Dennis Carvalho, sobre ficar entre a vida e a morte: “Uma segunda chance”
O diretor de 75 anos conta como a saída da Globo o abalou
Nos últimos meses, minha vida virou do avesso. Vinha de um período de trabalho intenso entre Rio, Minas Gerais e São Paulo, com a direção do musical Clube da Esquina, e ainda assimilava minha saída da TV Globo, depois de 47 anos de estrada. Em 26 de dezembro, após semanas de um forte cansaço que nunca passava, resolvi procurar um hospital. A última memória que eu tenho é de ter ido dirigindo até lá. A partir desse ponto, deu-se um apagão e não me recordo de mais nada. Acordei depois de um mês, no quarto daquele hospital, cercado por meus três filhos e minha ex-mulher e melhor amiga Deborah Evelyn. Custei a acreditar no que ouvia: tinha ficado em estado gravíssimo e permanecido dias seguidos no delicado equilíbrio entre a vida e a morte. Só estou aqui hoje porque, além de contar com a competência de bons médicos, acho que não era minha hora mesmo. Tenho plena consciência de que ganhei uma segunda chance.
No final, o que achava ser fadiga e estresse acumulados era uma pneumonia extensa, que levou a uma septicemia (infecção generalizada). Precisei ser intubado e ficar em coma induzido. Para piorar, soube que tive ainda uma embolia pulmonar. Foi barra-pesada, e não parou por aí. Após a primeira alta, passei por mais duas internações para controlar novos princípios de pneumonia e instalar um marca-passo, devido a uma arritmia cardíaca. Um quadro de saúde tão assustador faz a gente repensar tudo e dar mais valor à vida. Larguei completamente o cigarro, coisa que devia ter feito há pelo menos quinze anos, quando descobri um câncer nos pulmões e perdi parte de um deles. Mas continuei com a loucura. Em fases de grande tensão, como a estreia de novelas, fumava dois maços e meio por dia.

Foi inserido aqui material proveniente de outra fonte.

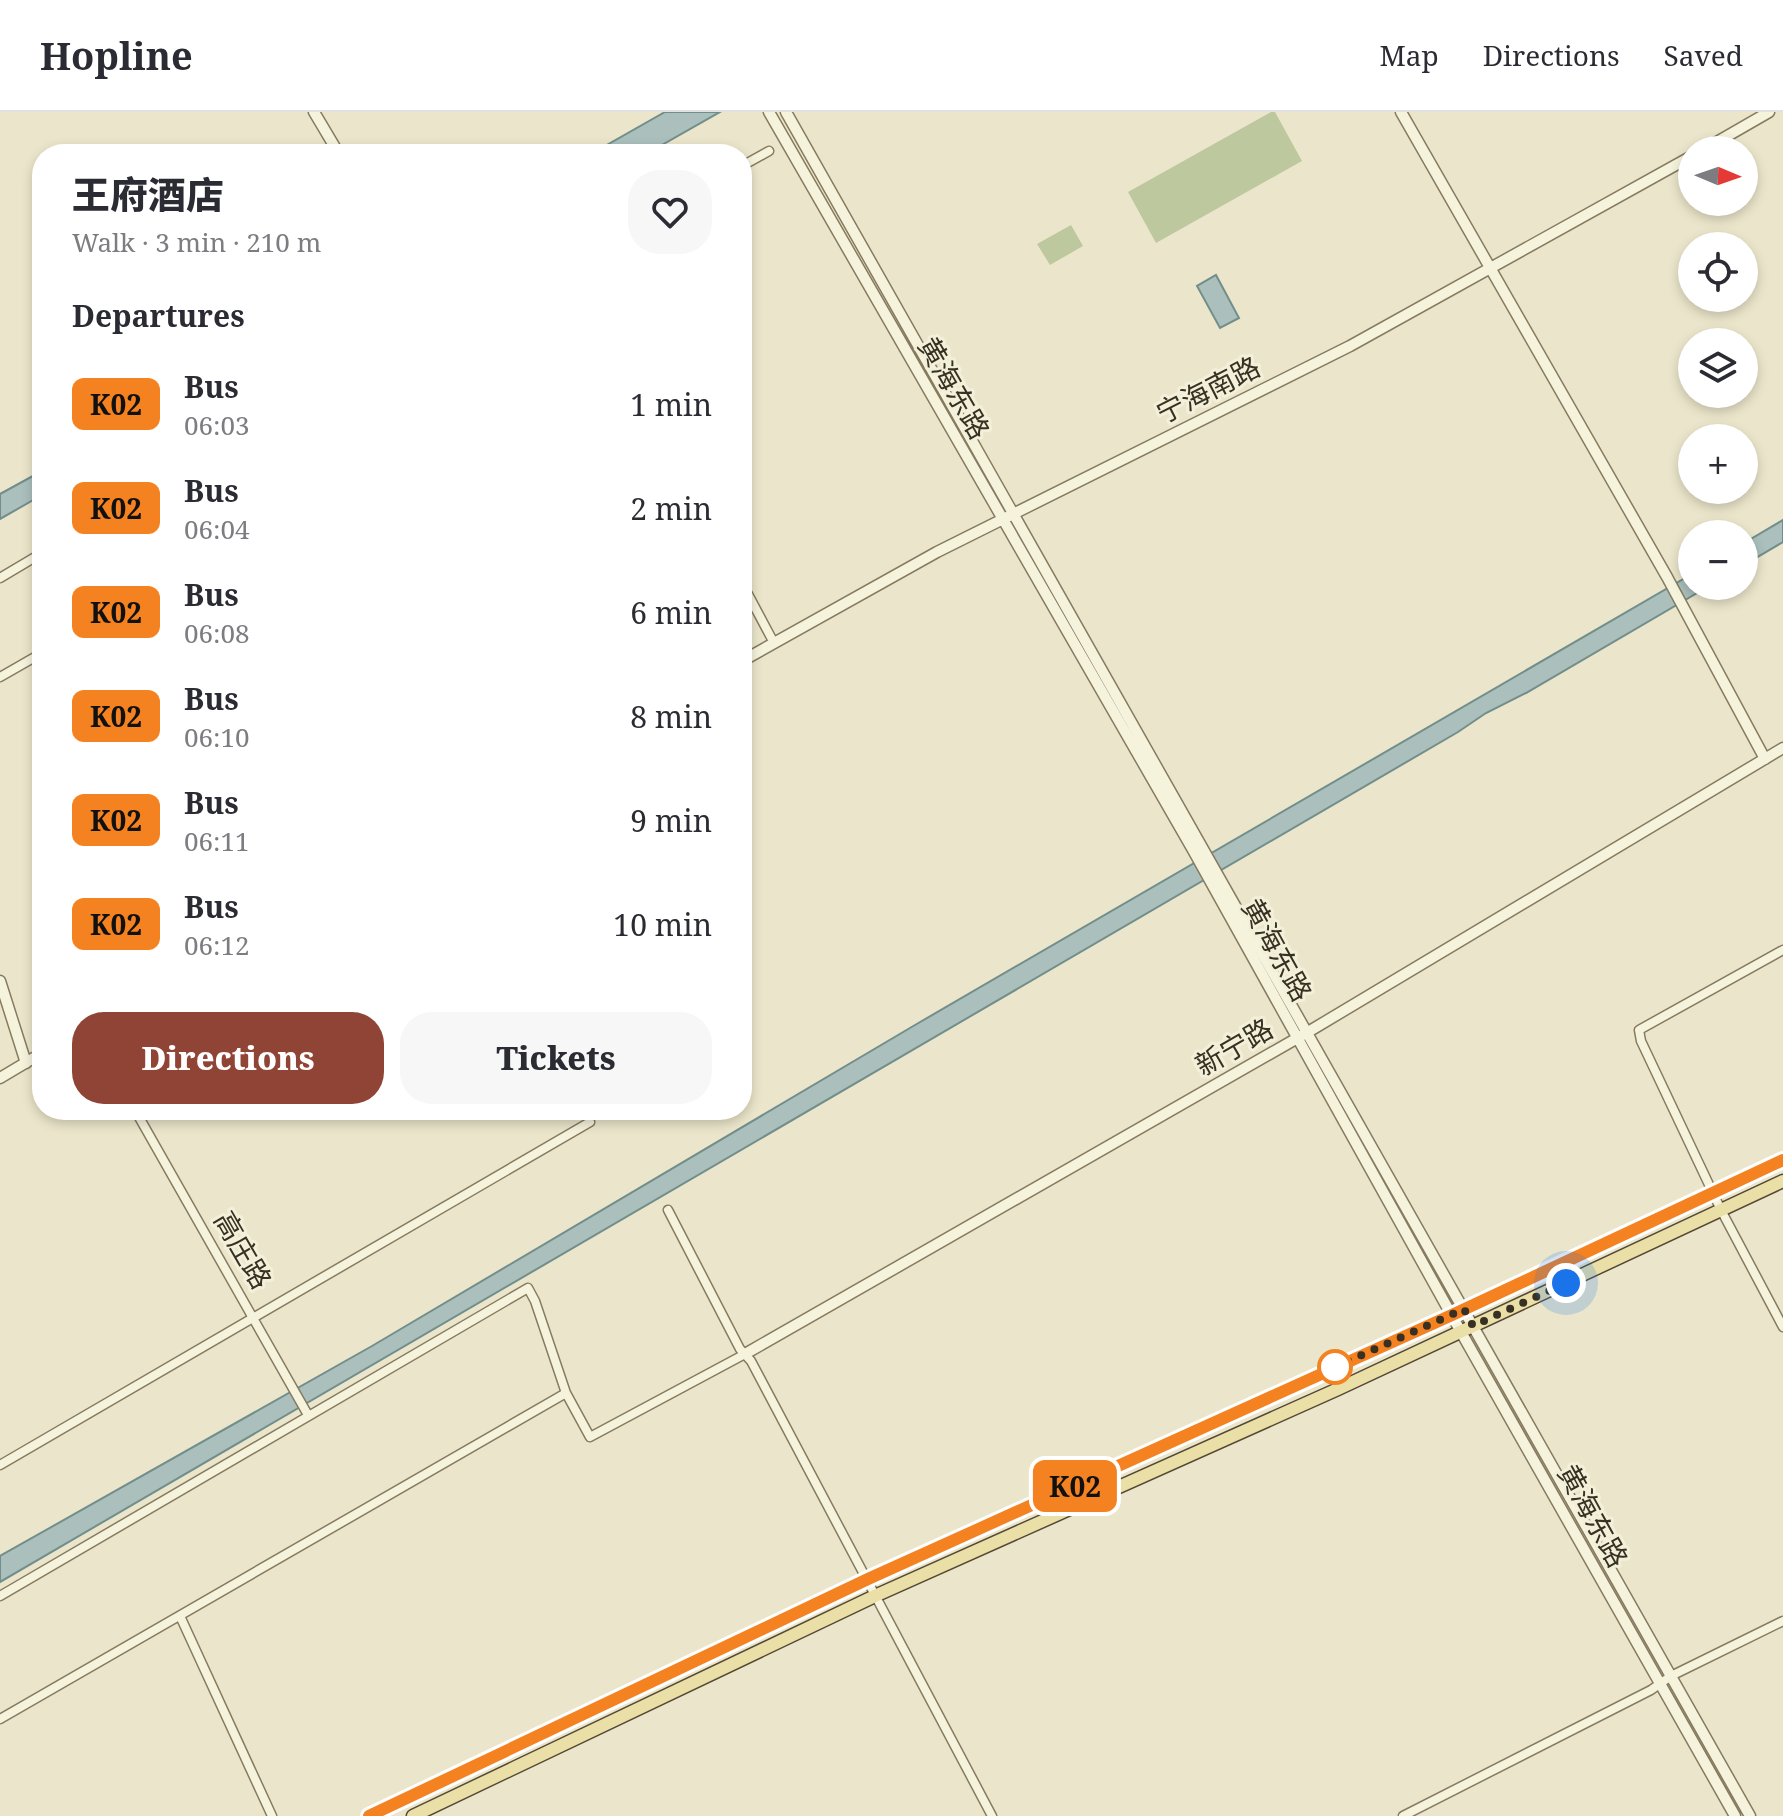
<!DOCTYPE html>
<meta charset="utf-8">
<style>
:root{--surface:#fff;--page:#f7f7f7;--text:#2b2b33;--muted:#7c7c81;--line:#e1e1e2;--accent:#8f4436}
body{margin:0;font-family:"Noto Serif","Noto Sans SC",serif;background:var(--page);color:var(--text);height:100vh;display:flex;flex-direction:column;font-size:30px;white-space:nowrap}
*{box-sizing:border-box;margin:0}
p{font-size:26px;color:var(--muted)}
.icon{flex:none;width:44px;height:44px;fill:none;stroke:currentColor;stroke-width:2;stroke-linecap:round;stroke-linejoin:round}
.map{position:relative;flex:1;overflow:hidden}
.side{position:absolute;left:32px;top:32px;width:720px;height:976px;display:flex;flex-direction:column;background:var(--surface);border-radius:32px;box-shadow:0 4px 12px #0003}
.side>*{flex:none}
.badge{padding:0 16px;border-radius:12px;font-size:28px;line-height:52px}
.needle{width:52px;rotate:92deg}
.controls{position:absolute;left:1678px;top:24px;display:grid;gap:16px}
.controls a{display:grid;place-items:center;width:80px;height:80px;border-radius:50%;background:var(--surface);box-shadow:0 4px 12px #0003;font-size:40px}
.you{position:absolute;width:40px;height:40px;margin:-20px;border:6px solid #fff;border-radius:50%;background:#1a73e8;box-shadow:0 0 0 12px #1a73e833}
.map>.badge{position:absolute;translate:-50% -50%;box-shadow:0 0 0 4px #fff}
h2{padding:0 40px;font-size:30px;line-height:72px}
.round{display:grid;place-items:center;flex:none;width:84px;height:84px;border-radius:32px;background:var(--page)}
.summary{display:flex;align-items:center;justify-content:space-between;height:136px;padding:0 40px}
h1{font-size:38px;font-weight:800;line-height:60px}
.action{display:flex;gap:16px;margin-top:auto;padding:16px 40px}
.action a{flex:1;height:92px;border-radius:32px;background:var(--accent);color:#fff;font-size:32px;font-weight:800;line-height:92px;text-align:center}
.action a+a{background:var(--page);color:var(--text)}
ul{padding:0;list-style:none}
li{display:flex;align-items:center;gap:24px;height:104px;padding:0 40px}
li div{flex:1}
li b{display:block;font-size:30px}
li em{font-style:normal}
li .badge{min-width:88px;font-weight:700;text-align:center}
header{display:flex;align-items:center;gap:48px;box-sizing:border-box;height:112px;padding:0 40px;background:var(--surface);border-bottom:2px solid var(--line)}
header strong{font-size:38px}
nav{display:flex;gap:44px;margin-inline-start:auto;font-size:28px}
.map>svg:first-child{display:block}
.green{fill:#bdc89f}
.water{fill:#abc0bd;stroke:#728e8b;stroke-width:2}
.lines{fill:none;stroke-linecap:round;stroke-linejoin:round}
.minor-casing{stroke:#867b60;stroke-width:11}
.tertiary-casing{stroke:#867b60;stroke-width:13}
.primary-casing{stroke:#554834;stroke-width:15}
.minor{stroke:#f6f3dd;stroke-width:8}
.tertiary{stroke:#f6f3dd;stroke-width:10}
.primary{stroke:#e9dfa7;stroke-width:12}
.line-casing{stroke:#fff;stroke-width:18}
.line{stroke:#f58220;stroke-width:12}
.walk{stroke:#383022;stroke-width:8;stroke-dasharray:0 14.4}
.stop-dot{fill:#fff;stroke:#f58220;stroke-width:4}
.labels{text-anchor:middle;stroke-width:6;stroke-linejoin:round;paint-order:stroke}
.street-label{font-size:28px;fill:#383022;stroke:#f3f0da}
</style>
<header>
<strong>Hopline</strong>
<nav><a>Map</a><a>Directions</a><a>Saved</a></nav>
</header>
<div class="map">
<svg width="1783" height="1704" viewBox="0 0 1783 1704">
<rect width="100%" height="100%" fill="#ebe6cb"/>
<path class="green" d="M1271,0H1275L1302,49L1156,131L1128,80Z
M1071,113L1083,134L1050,153L1037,132Z"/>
<path class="water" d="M665,0H720L646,42H591Z
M1216,163L1239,206L1220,216L1197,174Z
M42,359V383L0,407V382Z
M1783,408V430L1744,453V431Z
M1692,462V474H1709L1526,581L1486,601L1458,620L0,1470V1444L372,1234L915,913Z"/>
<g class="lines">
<g class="minor-casing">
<path id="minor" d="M742,54L769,39
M0,466L42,441
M742,471L774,531
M0,565L42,541
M1783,838L1639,918L1641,929L1721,1098L1783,1215
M135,998L308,1303
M668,1098L740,1237L751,1249L992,1704
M0,1353L590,1010
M0,1484L528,1176L535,1189L566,1281
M180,1504L272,1704
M0,1607L566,1281L590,1325L745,1242
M1403,1704L1651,1578L1671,1564L1783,1509"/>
</g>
<g class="tertiary-casing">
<path id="tertiary" d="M314,0L339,42
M769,0L1193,738L1461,1220L1735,1704
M786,0L1750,1704
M1401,0L1667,465L1765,647
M1703,38L1769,0
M742,549L937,440L1350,234L1692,44
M0,869L26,951
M0,966L42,941
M745,1242L1308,920L1783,636"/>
</g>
<g class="primary-casing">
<path id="primary" d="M368,1704L868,1467L1452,1203L1783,1048
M413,1704L877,1483L1338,1277L1783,1069"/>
</g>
<use href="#minor" class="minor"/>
<use href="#tertiary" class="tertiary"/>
<use href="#primary" class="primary"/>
</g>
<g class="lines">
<g class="line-casing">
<path id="line" d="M369,1704L868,1467L1452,1203L1783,1048"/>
</g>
<use href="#line" class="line"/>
<path class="walk" d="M1335,1255L1464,1197L1473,1214L1566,1171"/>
</g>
<circle class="stop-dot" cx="1335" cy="1255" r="16"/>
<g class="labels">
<g class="street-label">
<text transform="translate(954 276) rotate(60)" y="10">黄海东路</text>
<text transform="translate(1208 278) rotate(-27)" y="10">宁海南路</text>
<text transform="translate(1277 838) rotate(61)" y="10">黄海东路</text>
<text transform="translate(1234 935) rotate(-30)" y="10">新宁路</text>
<text transform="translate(243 1138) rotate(60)" y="10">高庄路</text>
<text transform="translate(1593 1404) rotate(61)" y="10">黄海东路</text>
</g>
</g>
</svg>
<div class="controls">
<a><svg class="needle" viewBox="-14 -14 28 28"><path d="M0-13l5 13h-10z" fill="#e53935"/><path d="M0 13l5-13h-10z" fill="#7c7c81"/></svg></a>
<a><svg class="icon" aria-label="locate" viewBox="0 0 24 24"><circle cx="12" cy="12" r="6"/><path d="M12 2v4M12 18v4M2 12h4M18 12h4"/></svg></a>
<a><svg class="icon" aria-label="layers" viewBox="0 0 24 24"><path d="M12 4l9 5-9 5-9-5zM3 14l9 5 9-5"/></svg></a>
<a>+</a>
<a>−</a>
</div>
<div class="you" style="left:1566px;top:1171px"></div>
<b class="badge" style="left:1075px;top:1374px;background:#f58220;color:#111">K02</b>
<section class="side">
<div class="summary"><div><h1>王府酒店</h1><p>Walk · 3 min · 210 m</p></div><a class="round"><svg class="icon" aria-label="heart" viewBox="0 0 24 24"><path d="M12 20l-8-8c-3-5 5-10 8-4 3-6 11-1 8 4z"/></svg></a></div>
<h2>Departures</h2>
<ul>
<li><span class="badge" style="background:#f58220;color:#111">K02</span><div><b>Bus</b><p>06:03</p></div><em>1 min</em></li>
<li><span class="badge" style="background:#f58220;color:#111">K02</span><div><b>Bus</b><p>06:04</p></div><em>2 min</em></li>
<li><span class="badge" style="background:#f58220;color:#111">K02</span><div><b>Bus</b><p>06:08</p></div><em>6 min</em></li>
<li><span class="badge" style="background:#f58220;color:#111">K02</span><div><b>Bus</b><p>06:10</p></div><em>8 min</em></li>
<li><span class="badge" style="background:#f58220;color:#111">K02</span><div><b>Bus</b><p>06:11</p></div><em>9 min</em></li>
<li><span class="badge" style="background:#f58220;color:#111">K02</span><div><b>Bus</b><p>06:12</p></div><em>10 min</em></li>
</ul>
<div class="action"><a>Directions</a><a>Tickets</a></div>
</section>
</div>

Esse furacão todo aconteceu numa época em que ainda estava sob o impacto da saída da Globo. Não chegou a ser surpresa. Toda hora a gente vê notícias de talentos sendo dispensados, e sabia que podia chegar em mim. A questão foi quem e como me comunicaram que eu não era mais útil. O Ricardo Waddington (então diretor dos Estúdios Globo), que foi meu assistente e aprendeu muito comigo, me chamou na sala e disse: “Nós não vamos renovar seu contrato, querido. Preferimos te chamar por obra certa, tá bom?”. O que me restava responder? “Tá bom”, falei, e saí. Acho essa nova política da casa precipitada e injusta. Eles deveriam encontrar um meio-termo, no lugar de perder tanta gente boa. Também não considero correto alguém passar três anos sem trabalhar, como acontecia com alguns contratados. Mas, no meu caso, sempre produzi — dirigi mais de quarenta programas, dos quais 28 novelas, entre as quais Dancin’ Days, Vale Tudo e O Dono do Mundo. Bate um vazio, claro. Sinto saudade das pessoas, do convívio nos estúdios. É inevitável guardar uma certa mágoa. Acho que merecia um pouco mais de respeito.
Diante de todo o turbilhão, não passa pela minha cabeça parar. Caso seja chamado pela emissora para dirigir uma obra, aceitarei se o projeto me interessar, não só porque é a Globo. Já estou negociando com um canal de streaming a série Classe Média, que deve ter Marcos Caruso e Vera Holtz no elenco, e vou voltar a ensaiar o musical Elis, no qual estreei na direção de teatro e que retorna aos palcos neste ano. Em paralelo, tenho que me dedicar com disciplina à minha recuperação. Depois de tão longo período internado, perdi massa muscular e, por enquanto, só consigo andar em casa. Tenho saído a bordo de uma cadeira motorizada e feito fisioterapia duas vezes por dia. Estou tentando manter uma alimentação mais saudável e, assim como o cigarro, cortei o álcool. Nunca gostei de ficar bêbado, mas tomava todos os dias para relaxar, antes de dormir, uma dose de vodca com Coca-Cola. Sempre gostei de me reinventar e tenho muito gás, muita lenha para queimar. Quero morrer trabalhando.